“Sesimizi duyun, direnişimize destek verin”

Barutçu Tekstil’de sendikalaştıkları için işten çıkarılan 9 kadın işçinin direnişi 200’üncü günü geride bıraktı. İşçiler, direnişte çok kritik bir noktaya gelindiğini; H&M, Zara gibi ünlü markaların artık fabrikaya sipariş vermediğini anlatıyor. Tüm işçilere ve kadınlara dayanışmayı büyütme çağrısı yapıyorlar.
Barutçu Tekstil işçisi kadınlar 201 gündür direniyor:
Paylaş:

Bursa Demirtaş Organize Sanayi Bölgesi’nde (OSB) devam eden Barutçu Tekstil direnişi, 200’üncü günü geride bıraktı. Barutçu Tekstil işçisi kadınlar, daha iyi çalışma koşulları için Öz İplik-İş Sendikası’nda örgütlenmiş, bu yüzden işten atılmışlardı. Fabrikanın önünde 9 kadın işçi, geçen ekim ayından bu yana direnişi sürdürüyor. İşçi kadınlar ve destekçiler, dün direnişin 200’üncü günü nedeniyle direniş alanında kitlesel bir basın açıklaması gerçekleştirdi.
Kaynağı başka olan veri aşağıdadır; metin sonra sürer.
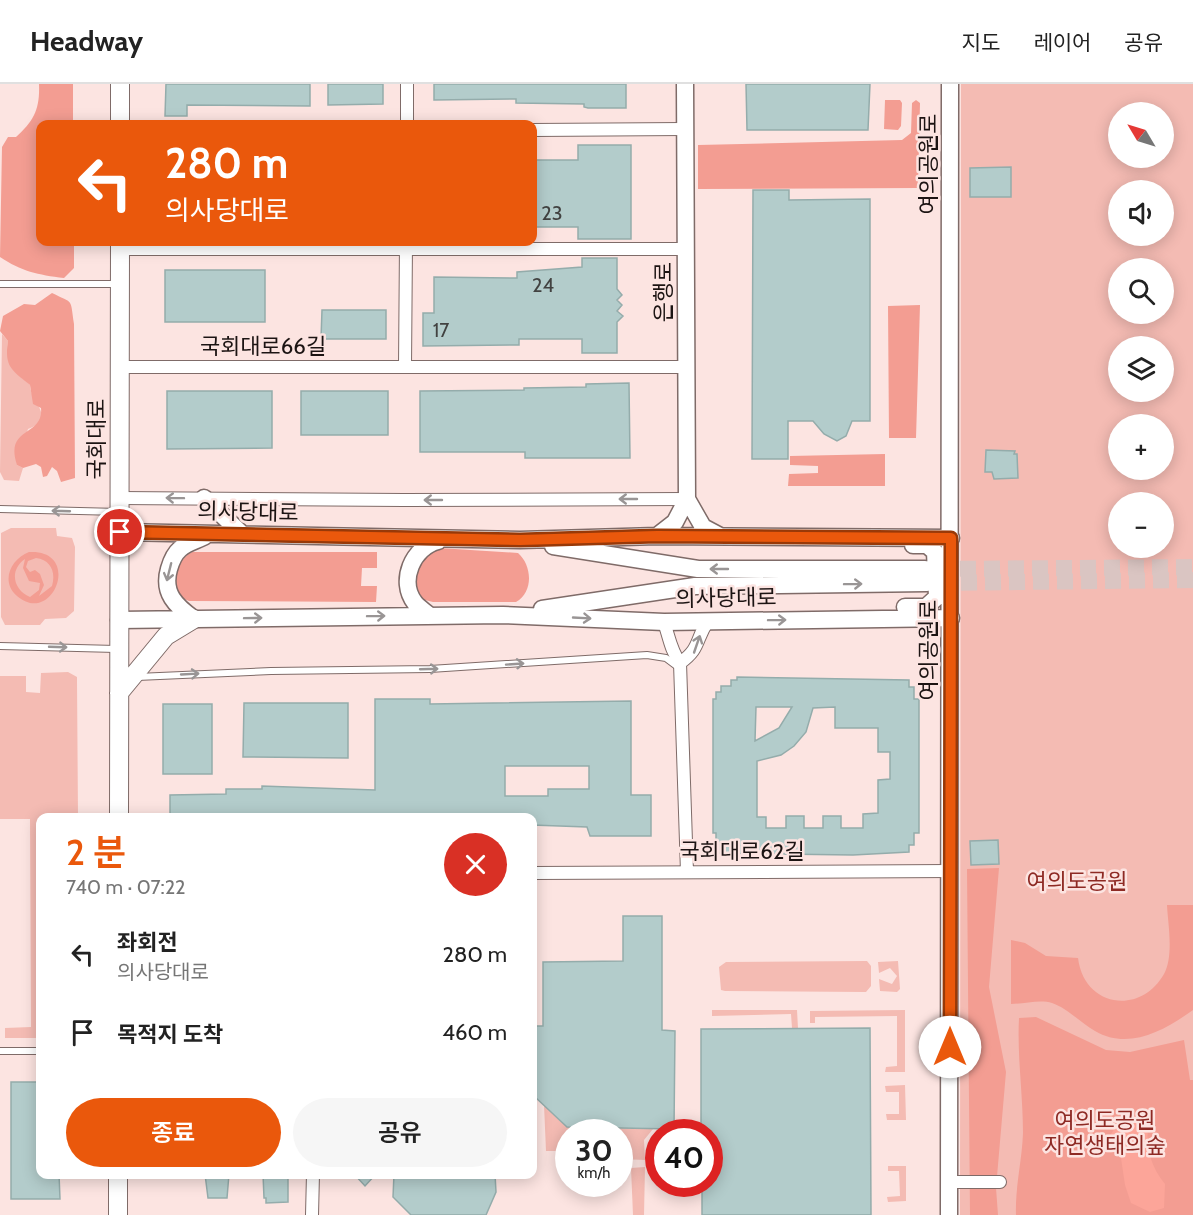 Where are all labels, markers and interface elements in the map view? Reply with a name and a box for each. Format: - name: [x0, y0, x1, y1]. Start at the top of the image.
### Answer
- text: Headway: [30, 24, 143, 58]
- text: 지도: [962, 30, 1000, 55]
- text: 레이어: [1033, 30, 1091, 55]
- text: 공유: [1124, 30, 1163, 55]
- north arrow: [1108, 102, 1174, 168]
- map controls: [1108, 102, 1174, 558]
- street label: 여의공원로: [915, 113, 942, 215]
- text: 280 m: [165, 137, 288, 189]
- icon: left: [66, 144, 144, 222]
- button: sound: [1108, 180, 1174, 246]
- text: 의사당대로: [165, 194, 289, 227]
- house number: 23: [541, 201, 563, 225]
- button: search: [1108, 258, 1174, 324]
- street label: 은행로: [650, 262, 677, 322]
- house number: 24: [532, 273, 554, 297]
- house number: 17: [433, 318, 449, 342]
- street label: 국회대로66길: [200, 333, 326, 360]
- button: layers: [1108, 336, 1174, 402]
- street label: 국회대로: [83, 399, 110, 479]
- button: +: [1108, 414, 1174, 480]
- one-way arrow: [166, 492, 186, 504]
- button: −: [1108, 492, 1174, 558]
- one-way arrow: [619, 493, 639, 505]
- one-way arrow: [424, 494, 444, 506]
- street label: 의사당대로: [197, 498, 299, 526]
- one-way arrow: [52, 505, 72, 516]
- pin: [94, 506, 145, 557]
- icon: arrive: [103, 515, 136, 548]
- one-way arrow: [162, 562, 174, 581]
- one-way arrow: [710, 563, 730, 575]
- one-way arrow: [843, 578, 863, 590]
- street label: 의사당대로: [675, 584, 777, 612]
- street label: 여의공원로: [915, 599, 942, 701]
- one-way arrow: [366, 611, 386, 622]
- one-way arrow: [242, 612, 262, 624]
- one-way arrow: [572, 613, 592, 624]
- one-way arrow: [767, 614, 787, 626]
- one-way arrow: [692, 636, 703, 654]
- one-way arrow: [48, 641, 68, 652]
- one-way arrow: [504, 658, 524, 669]
- one-way arrow: [419, 663, 439, 674]
- one-way arrow: [180, 669, 200, 680]
- text: 2 분: [66, 830, 126, 874]
- button: close: [444, 833, 507, 896]
- street label: 국회대로62길: [679, 838, 805, 865]
- park label: 여의도공원: [1026, 868, 1128, 895]
- text: 740 m · 07:22: [66, 875, 186, 899]
- text: 좌회전: [117, 929, 178, 956]
- icon: left: [66, 938, 99, 971]
- text: 280 m: [443, 941, 507, 968]
- text: 의사당대로: [117, 960, 209, 984]
- position arrow: [918, 1015, 982, 1079]
- icon: arrive: [66, 1016, 99, 1049]
- text: 460 m: [442, 1019, 507, 1046]
- text: 목적지 도착: [117, 1021, 223, 1048]
- button: 종료: [66, 1098, 281, 1167]
- button: 공유: [293, 1098, 507, 1167]
- park label: 여의도공원 자연생태의숲: [1044, 1107, 1166, 1159]
- speed limit sign: 40: [645, 1119, 723, 1197]
- text: 30: [575, 1132, 613, 1169]
- text: km/h: [578, 1164, 610, 1182] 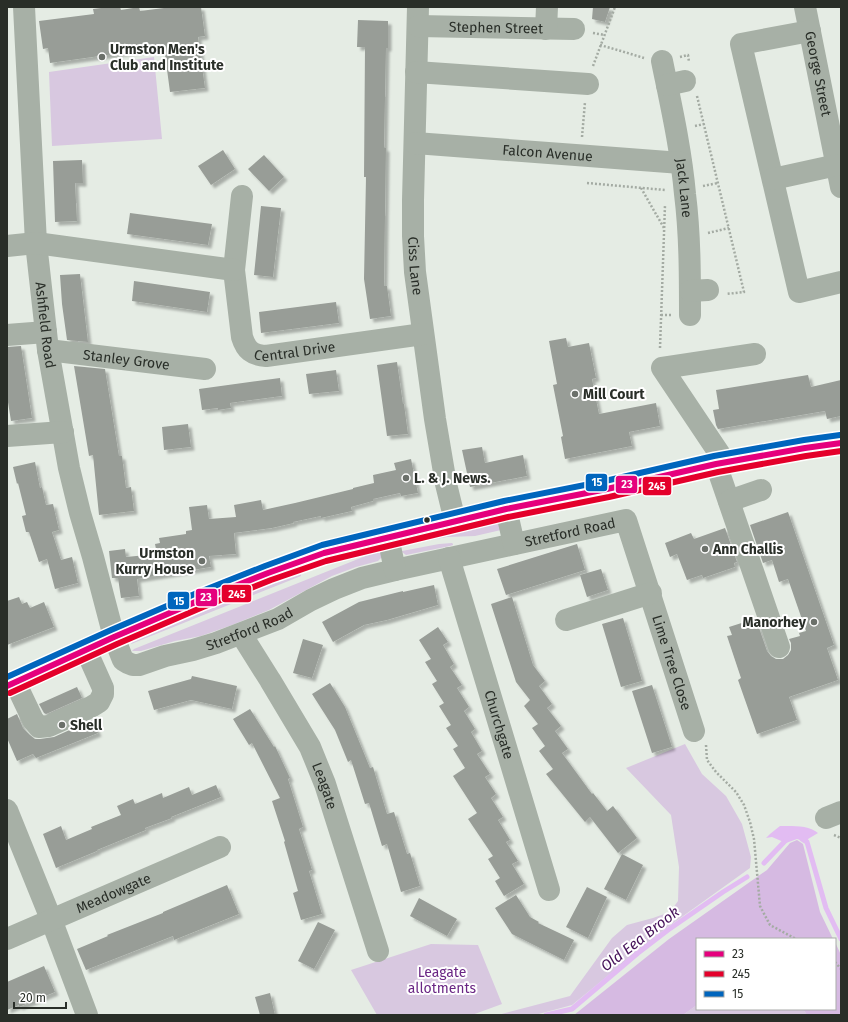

Barutçu Tekstil direnişçisi kadınlardan Emine Varol, Gönül Bahadır ile Öz İplik-İş Sendikası’nda örgütlenme uzmanı olarak çalışan Acarsoy direnişçisi Emel Didir ile süreci, direnişin geldiği noktayı, yaşadıklarını konuştuk.

Barutçu Tekstil’de altı yıl çalışan Emine, direniş sürecinde patronun kendilerine uyguladığı baskılara dikkat çekiyor. Barutçu patronu, fabrika önünde devam eden direnişi kırmak için işçilerin can güvenliğini tehdit etmekten dahi geri durmamıştı. 30 Ocak günü işyeri tarafından direniş alanına ağzı açık amonyak tankları bırakıldı ve direniş alanındaki kadın işçiler bu amonyağı soludukları için zehirlendiler, hastaneye kaldırıldılar. Emine, işverenin bu zehirleme saldırısına karşı dava açtıklarını ve ilk duruşmanın geçenlerde yapıldığını anlatıyor. Bu saldırıyı herkesin duymasını istediğini dile getiren Emine, “İçeride öldüremediklerini dışarıda öldürmeye çalıştılar” diyor.

‘Direniş için kritik bir noktadayız’

6 Şubat depremlerinden dolayı kadın işçiler direnişe bir süre ara vermişlerdi. O dönemde sendika aracılığıyla işçiler de depremzedelerle dayanışma içerisinde bulunmuşlardı. Emine, deprem sürecindeki bu boşluğun patronun nefes almasına sebep olduğunu söylüyor ve şimdi yeniden bir kamuoyu oluşturmaya çalıştıklarını vurguluyor.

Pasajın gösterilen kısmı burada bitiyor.